_Data records:_
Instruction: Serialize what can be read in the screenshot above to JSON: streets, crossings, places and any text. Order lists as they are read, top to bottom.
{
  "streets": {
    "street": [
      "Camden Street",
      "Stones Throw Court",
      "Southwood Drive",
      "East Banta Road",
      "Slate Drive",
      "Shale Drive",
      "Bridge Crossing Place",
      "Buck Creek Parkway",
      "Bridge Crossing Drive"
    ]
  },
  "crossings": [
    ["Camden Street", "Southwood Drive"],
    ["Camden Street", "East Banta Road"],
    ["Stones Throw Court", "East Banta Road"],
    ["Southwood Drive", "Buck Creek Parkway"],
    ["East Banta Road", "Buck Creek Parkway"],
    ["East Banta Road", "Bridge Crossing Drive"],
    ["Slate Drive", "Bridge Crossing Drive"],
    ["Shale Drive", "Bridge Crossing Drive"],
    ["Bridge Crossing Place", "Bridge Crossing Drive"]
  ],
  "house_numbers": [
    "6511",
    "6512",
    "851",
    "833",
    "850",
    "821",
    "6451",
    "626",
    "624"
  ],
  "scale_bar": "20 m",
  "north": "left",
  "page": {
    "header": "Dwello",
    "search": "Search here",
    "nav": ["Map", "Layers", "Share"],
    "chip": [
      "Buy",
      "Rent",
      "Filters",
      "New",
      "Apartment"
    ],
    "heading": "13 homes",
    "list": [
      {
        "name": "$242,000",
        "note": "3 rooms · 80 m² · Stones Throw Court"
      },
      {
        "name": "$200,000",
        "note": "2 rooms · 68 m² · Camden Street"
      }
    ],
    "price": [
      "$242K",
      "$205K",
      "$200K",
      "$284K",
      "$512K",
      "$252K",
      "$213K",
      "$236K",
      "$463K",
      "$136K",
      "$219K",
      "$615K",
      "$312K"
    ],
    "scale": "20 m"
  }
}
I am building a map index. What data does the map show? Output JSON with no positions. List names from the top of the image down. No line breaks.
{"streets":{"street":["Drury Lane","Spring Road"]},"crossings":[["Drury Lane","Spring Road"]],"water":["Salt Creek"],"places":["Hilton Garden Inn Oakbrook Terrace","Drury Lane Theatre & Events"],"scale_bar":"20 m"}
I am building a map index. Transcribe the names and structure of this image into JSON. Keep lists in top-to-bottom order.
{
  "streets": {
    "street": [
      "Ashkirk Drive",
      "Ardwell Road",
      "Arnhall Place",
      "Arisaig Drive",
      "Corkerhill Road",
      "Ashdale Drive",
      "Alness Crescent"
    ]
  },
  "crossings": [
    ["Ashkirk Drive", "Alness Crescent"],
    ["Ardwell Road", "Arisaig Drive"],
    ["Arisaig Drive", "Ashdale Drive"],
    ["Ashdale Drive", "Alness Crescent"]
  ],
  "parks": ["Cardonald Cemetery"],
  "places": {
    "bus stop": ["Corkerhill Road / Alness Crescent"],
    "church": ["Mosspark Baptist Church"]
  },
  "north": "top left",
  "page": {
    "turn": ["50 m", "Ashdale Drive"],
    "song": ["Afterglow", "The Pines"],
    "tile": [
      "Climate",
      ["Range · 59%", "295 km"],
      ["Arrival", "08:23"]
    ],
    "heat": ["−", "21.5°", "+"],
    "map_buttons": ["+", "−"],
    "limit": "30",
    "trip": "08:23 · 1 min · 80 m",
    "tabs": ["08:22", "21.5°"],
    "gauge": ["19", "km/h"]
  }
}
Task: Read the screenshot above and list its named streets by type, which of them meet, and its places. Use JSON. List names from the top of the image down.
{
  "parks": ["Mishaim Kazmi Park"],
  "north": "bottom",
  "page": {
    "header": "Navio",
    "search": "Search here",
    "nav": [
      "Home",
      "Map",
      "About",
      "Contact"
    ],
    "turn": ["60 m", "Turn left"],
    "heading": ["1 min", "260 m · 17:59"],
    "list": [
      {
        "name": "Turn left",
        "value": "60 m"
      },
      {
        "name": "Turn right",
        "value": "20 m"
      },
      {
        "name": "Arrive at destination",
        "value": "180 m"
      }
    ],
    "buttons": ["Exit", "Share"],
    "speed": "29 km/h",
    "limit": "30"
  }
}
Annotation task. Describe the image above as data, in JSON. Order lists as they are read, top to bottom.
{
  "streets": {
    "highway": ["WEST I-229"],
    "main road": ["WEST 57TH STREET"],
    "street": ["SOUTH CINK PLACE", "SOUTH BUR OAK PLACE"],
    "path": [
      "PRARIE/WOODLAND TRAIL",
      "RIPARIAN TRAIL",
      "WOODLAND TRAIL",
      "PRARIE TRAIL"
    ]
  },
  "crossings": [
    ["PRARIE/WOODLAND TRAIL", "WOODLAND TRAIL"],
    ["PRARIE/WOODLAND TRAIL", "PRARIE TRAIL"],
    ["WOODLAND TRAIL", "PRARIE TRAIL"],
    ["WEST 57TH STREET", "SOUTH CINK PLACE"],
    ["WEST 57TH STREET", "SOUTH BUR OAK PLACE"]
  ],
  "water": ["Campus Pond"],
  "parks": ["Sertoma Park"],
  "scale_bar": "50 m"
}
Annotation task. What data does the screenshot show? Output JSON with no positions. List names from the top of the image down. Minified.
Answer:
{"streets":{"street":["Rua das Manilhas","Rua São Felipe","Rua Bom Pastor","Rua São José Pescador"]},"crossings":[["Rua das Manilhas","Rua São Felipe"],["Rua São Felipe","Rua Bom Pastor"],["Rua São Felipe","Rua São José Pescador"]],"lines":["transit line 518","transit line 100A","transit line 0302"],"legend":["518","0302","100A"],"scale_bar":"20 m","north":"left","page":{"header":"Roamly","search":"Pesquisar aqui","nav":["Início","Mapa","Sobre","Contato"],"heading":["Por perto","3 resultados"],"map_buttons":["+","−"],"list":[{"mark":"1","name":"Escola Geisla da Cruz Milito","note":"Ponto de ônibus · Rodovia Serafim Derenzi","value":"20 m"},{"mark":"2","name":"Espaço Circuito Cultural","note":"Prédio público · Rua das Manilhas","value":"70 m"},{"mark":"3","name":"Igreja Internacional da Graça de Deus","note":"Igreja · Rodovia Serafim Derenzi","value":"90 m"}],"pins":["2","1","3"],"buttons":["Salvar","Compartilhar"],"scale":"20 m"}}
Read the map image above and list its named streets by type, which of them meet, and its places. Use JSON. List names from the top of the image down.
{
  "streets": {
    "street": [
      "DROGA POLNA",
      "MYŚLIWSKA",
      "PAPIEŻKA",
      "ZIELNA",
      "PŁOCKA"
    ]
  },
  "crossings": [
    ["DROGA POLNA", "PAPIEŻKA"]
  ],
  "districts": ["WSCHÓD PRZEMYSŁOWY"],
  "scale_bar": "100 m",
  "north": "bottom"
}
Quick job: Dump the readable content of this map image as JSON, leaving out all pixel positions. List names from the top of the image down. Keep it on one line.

_Exercise:_
Retype all the material above precisely, with no line left out.

_Written solution:_
Instruction: Serialize what can be read in the screenshot above to JSON: streets, crossings, places and any text. Order lists as they are read, top to bottom.
{
  "streets": {
    "street": [
      "Camden Street",
      "Stones Throw Court",
      "Southwood Drive",
      "East Banta Road",
      "Slate Drive",
      "Shale Drive",
      "Bridge Crossing Place",
      "Buck Creek Parkway",
      "Bridge Crossing Drive"
    ]
  },
  "crossings": [
    ["Camden Street", "Southwood Drive"],
    ["Camden Street", "East Banta Road"],
    ["Stones Throw Court", "East Banta Road"],
    ["Southwood Drive", "Buck Creek Parkway"],
    ["East Banta Road", "Buck Creek Parkway"],
    ["East Banta Road", "Bridge Crossing Drive"],
    ["Slate Drive", "Bridge Crossing Drive"],
    ["Shale Drive", "Bridge Crossing Drive"],
    ["Bridge Crossing Place", "Bridge Crossing Drive"]
  ],
  "house_numbers": [
    "6511",
    "6512",
    "851",
    "833",
    "850",
    "821",
    "6451",
    "626",
    "624"
  ],
  "scale_bar": "20 m",
  "north": "left",
  "page": {
    "header": "Dwello",
    "search": "Search here",
    "nav": ["Map", "Layers", "Share"],
    "chip": [
      "Buy",
      "Rent",
      "Filters",
      "New",
      "Apartment"
    ],
    "heading": "13 homes",
    "list": [
      {
        "name": "$242,000",
        "note": "3 rooms · 80 m² · Stones Throw Court"
      },
      {
        "name": "$200,000",
        "note": "2 rooms · 68 m² · Camden Street"
      }
    ],
    "price": [
      "$242K",
      "$205K",
      "$200K",
      "$284K",
      "$512K",
      "$252K",
      "$213K",
      "$236K",
      "$463K",
      "$136K",
      "$219K",
      "$615K",
      "$312K"
    ],
    "scale": "20 m"
  }
}
I am building a map index. What data does the map show? Output JSON with no positions. List names from the top of the image down. No line breaks.
{"streets":{"street":["Drury Lane","Spring Road"]},"crossings":[["Drury Lane","Spring Road"]],"water":["Salt Creek"],"places":["Hilton Garden Inn Oakbrook Terrace","Drury Lane Theatre & Events"],"scale_bar":"20 m"}
I am building a map index. Transcribe the names and structure of this image into JSON. Keep lists in top-to-bottom order.
{
  "streets": {
    "street": [
      "Ashkirk Drive",
      "Ardwell Road",
      "Arnhall Place",
      "Arisaig Drive",
      "Corkerhill Road",
      "Ashdale Drive",
      "Alness Crescent"
    ]
  },
  "crossings": [
    ["Ashkirk Drive", "Alness Crescent"],
    ["Ardwell Road", "Arisaig Drive"],
    ["Arisaig Drive", "Ashdale Drive"],
    ["Ashdale Drive", "Alness Crescent"]
  ],
  "parks": ["Cardonald Cemetery"],
  "places": {
    "bus stop": ["Corkerhill Road / Alness Crescent"],
    "church": ["Mosspark Baptist Church"]
  },
  "north": "top left",
  "page": {
    "turn": ["50 m", "Ashdale Drive"],
    "song": ["Afterglow", "The Pines"],
    "tile": [
      "Climate",
      ["Range · 59%", "295 km"],
      ["Arrival", "08:23"]
    ],
    "heat": ["−", "21.5°", "+"],
    "map_buttons": ["+", "−"],
    "limit": "30",
    "trip": "08:23 · 1 min · 80 m",
    "tabs": ["08:22", "21.5°"],
    "gauge": ["19", "km/h"]
  }
}
Task: Read the screenshot above and list its named streets by type, which of them meet, and its places. Use JSON. List names from the top of the image down.
{
  "parks": ["Mishaim Kazmi Park"],
  "north": "bottom",
  "page": {
    "header": "Navio",
    "search": "Search here",
    "nav": [
      "Home",
      "Map",
      "About",
      "Contact"
    ],
    "turn": ["60 m", "Turn left"],
    "heading": ["1 min", "260 m · 17:59"],
    "list": [
      {
        "name": "Turn left",
        "value": "60 m"
      },
      {
        "name": "Turn right",
        "value": "20 m"
      },
      {
        "name": "Arrive at destination",
        "value": "180 m"
      }
    ],
    "buttons": ["Exit", "Share"],
    "speed": "29 km/h",
    "limit": "30"
  }
}
Annotation task. Describe the image above as data, in JSON. Order lists as they are read, top to bottom.
{
  "streets": {
    "highway": ["WEST I-229"],
    "main road": ["WEST 57TH STREET"],
    "street": ["SOUTH CINK PLACE", "SOUTH BUR OAK PLACE"],
    "path": [
      "PRARIE/WOODLAND TRAIL",
      "RIPARIAN TRAIL",
      "WOODLAND TRAIL",
      "PRARIE TRAIL"
    ]
  },
  "crossings": [
    ["PRARIE/WOODLAND TRAIL", "WOODLAND TRAIL"],
    ["PRARIE/WOODLAND TRAIL", "PRARIE TRAIL"],
    ["WOODLAND TRAIL", "PRARIE TRAIL"],
    ["WEST 57TH STREET", "SOUTH CINK PLACE"],
    ["WEST 57TH STREET", "SOUTH BUR OAK PLACE"]
  ],
  "water": ["Campus Pond"],
  "parks": ["Sertoma Park"],
  "scale_bar": "50 m"
}
Annotation task. What data does the screenshot show? Output JSON with no positions. List names from the top of the image down. Minified.
Answer:
{"streets":{"street":["Rua das Manilhas","Rua São Felipe","Rua Bom Pastor","Rua São José Pescador"]},"crossings":[["Rua das Manilhas","Rua São Felipe"],["Rua São Felipe","Rua Bom Pastor"],["Rua São Felipe","Rua São José Pescador"]],"lines":["transit line 518","transit line 100A","transit line 0302"],"legend":["518","0302","100A"],"scale_bar":"20 m","north":"left","page":{"header":"Roamly","search":"Pesquisar aqui","nav":["Início","Mapa","Sobre","Contato"],"heading":["Por perto","3 resultados"],"map_buttons":["+","−"],"list":[{"mark":"1","name":"Escola Geisla da Cruz Milito","note":"Ponto de ônibus · Rodovia Serafim Derenzi","value":"20 m"},{"mark":"2","name":"Espaço Circuito Cultural","note":"Prédio público · Rua das Manilhas","value":"70 m"},{"mark":"3","name":"Igreja Internacional da Graça de Deus","note":"Igreja · Rodovia Serafim Derenzi","value":"90 m"}],"pins":["2","1","3"],"buttons":["Salvar","Compartilhar"],"scale":"20 m"}}
Read the map image above and list its named streets by type, which of them meet, and its places. Use JSON. List names from the top of the image down.
{
  "streets": {
    "street": [
      "DROGA POLNA",
      "MYŚLIWSKA",
      "PAPIEŻKA",
      "ZIELNA",
      "PŁOCKA"
    ]
  },
  "crossings": [
    ["DROGA POLNA", "PAPIEŻKA"]
  ],
  "districts": ["WSCHÓD PRZEMYSŁOWY"],
  "scale_bar": "100 m",
  "north": "bottom"
}
Quick job: Dump the readable content of this map image as JSON, leaving out all pixel positions. List names from the top of the image down. Keep it on one line.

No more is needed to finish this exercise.